Una devozione che ha radici antichissime

Una lunga storia lega i carpenedolesi al Santuario dell'Immacolata del Castello

A Carpenedolo la devozione a Maria Immacolata Madonna del Castello è molto radicata e sentita, tramandata di generazione in generazione. In modo particolare gli abitanti del paese sono legati al loro Santuario dedicato all’Immacolata Concezione che viene onorata l’8 dicembre di ogni anno con grande partecipazione.A questa festa viene collegata la Fiera del Torrone.

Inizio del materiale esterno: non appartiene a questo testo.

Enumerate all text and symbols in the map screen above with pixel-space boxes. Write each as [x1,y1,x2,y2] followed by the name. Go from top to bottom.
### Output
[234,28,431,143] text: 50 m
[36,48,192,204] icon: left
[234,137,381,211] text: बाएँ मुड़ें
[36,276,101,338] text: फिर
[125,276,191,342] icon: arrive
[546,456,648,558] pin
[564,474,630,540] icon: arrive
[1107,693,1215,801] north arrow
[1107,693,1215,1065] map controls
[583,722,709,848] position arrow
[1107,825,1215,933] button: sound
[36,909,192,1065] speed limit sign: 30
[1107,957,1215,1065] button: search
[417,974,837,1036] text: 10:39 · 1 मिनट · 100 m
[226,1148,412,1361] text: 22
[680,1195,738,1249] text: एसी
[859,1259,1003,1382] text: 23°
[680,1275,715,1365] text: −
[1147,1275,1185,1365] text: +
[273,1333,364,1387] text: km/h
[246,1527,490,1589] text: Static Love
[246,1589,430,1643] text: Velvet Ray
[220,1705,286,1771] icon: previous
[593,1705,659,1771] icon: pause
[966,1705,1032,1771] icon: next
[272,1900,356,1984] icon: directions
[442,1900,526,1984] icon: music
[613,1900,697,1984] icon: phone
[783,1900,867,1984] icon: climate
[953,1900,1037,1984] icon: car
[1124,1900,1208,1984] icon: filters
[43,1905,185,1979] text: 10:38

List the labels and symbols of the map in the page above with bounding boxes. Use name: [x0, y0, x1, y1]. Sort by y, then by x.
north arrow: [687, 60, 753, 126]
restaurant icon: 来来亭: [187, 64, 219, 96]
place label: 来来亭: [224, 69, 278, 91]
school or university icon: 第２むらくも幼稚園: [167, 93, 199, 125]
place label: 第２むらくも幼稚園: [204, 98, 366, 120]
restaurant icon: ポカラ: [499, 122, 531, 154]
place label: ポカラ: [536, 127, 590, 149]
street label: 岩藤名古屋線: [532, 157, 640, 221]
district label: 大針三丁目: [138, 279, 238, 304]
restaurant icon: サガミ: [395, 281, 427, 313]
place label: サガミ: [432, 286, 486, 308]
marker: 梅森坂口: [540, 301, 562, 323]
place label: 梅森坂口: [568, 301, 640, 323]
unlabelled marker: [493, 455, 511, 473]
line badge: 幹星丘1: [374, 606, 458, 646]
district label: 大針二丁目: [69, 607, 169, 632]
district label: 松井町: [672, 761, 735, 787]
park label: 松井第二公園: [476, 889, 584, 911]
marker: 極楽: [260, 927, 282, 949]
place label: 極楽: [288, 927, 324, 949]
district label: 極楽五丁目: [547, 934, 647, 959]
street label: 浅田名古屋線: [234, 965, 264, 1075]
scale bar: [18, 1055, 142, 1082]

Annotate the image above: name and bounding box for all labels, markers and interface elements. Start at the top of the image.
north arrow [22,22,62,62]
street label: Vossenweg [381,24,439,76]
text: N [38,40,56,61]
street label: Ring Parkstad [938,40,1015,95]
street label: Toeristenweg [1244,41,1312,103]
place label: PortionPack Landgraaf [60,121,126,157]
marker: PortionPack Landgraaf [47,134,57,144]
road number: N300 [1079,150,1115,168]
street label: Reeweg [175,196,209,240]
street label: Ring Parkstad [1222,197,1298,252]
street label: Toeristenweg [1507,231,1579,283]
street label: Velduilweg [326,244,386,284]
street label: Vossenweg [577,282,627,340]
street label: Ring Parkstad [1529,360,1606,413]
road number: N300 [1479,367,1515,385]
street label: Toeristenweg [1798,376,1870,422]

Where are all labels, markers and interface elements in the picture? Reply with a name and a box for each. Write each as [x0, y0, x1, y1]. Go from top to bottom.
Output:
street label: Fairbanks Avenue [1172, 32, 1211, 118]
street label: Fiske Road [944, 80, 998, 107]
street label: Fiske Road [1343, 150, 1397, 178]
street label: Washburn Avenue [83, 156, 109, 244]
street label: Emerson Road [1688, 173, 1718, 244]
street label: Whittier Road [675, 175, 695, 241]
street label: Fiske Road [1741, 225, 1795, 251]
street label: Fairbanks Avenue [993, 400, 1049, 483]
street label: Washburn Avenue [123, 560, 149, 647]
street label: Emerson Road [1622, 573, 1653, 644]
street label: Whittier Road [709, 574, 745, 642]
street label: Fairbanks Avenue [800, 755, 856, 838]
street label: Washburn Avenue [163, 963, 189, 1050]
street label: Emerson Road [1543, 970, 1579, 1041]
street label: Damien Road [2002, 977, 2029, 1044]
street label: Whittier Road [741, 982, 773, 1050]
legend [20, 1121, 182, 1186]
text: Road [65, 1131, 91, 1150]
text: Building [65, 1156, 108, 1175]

Va ricordato che la comunità della cittadina dei carpini ha onorato l’Immacolata Concezione circa trecento anni prima del proclama del dogma da parte del Papa. Infatti si legge: “Nell’anno 1748 la comunità di Carpenedolo, rappresentata da sessanta uomini del Generale Consiglio, con particolare voto si consacrò all’Immacolata concezione, e a perpetuo ricordo ordinò una grande tela con annessa una particolare iscrizione…” Quindi una devozione che vien da molto lontano.

Il parroco don Franco Tortelli per l’occasione ha voluto rivolgere un saluto riportato sul libretto ufficiale della Fiera del Torrone,  spiegando il significato e l’origine della Festa. La comunità religiosa ha previsto per il prossimo 8 dicembre il seguente programma: la novena dell’Immacolata da mercoledì 29 novembre a giovedì 7 dicembre ogni giorno feriale alle 7.30, alle 9 e alle 18.30 con introduzione alla Messa con breve rito di preghiera di Novena.

L’8 dicembre, Solennità dell’Immacolata Concezione di Maria che è compatrona del paese, S. Messe con orario festivo e alle 11 Santa Messa solenne al Santuario del Castello. Le origini del Santuario della Madonna del Castello, un gioiellino del ‘700, sono assai remote e si devono far risalire certamente all’antica cappella che doveva esistere anche nel castello di Carpenedolo.

Una fede popolare radicata alla base di molte famiglie che vedono nella figura della Madonna una grande protettrice. Va ricordato che Carpenedolo attribuisce alla Madonna del Castello il salvataggio del paese, come riportato nel libro di don Emilio Spada, in due momenti storici importanti: durante la prima guerra di indipendenza quando la borgata doveva essere distrutta dalle truppe austriache al comando del maresciallo Radetzki come rappresaglia per la morte di una famiglia di un ufficiale medico tedesco, ma con l’intervento attribuito alla Madre Celeste fu risparmiato. Infatti l’allora parroco don Brescianini dopo aver pregato intensamente la Madonna rivolse la supplica in ginocchio con le lacrime agli occhi al comandante che stava per dare ordine di aprire il fuoco e questi alzò gli occhi verso la statua che ancora oggi appare nell’alto del Santuario e vide che la Vergine Santissima stendeva le braccia in avanti in segno di protezione. Intimorito il comandante capì l’errore che stava per compiere, e rivoltosi all’Arciprete disse: “Siete fortunati, perché avete la Signora che vi protegge”.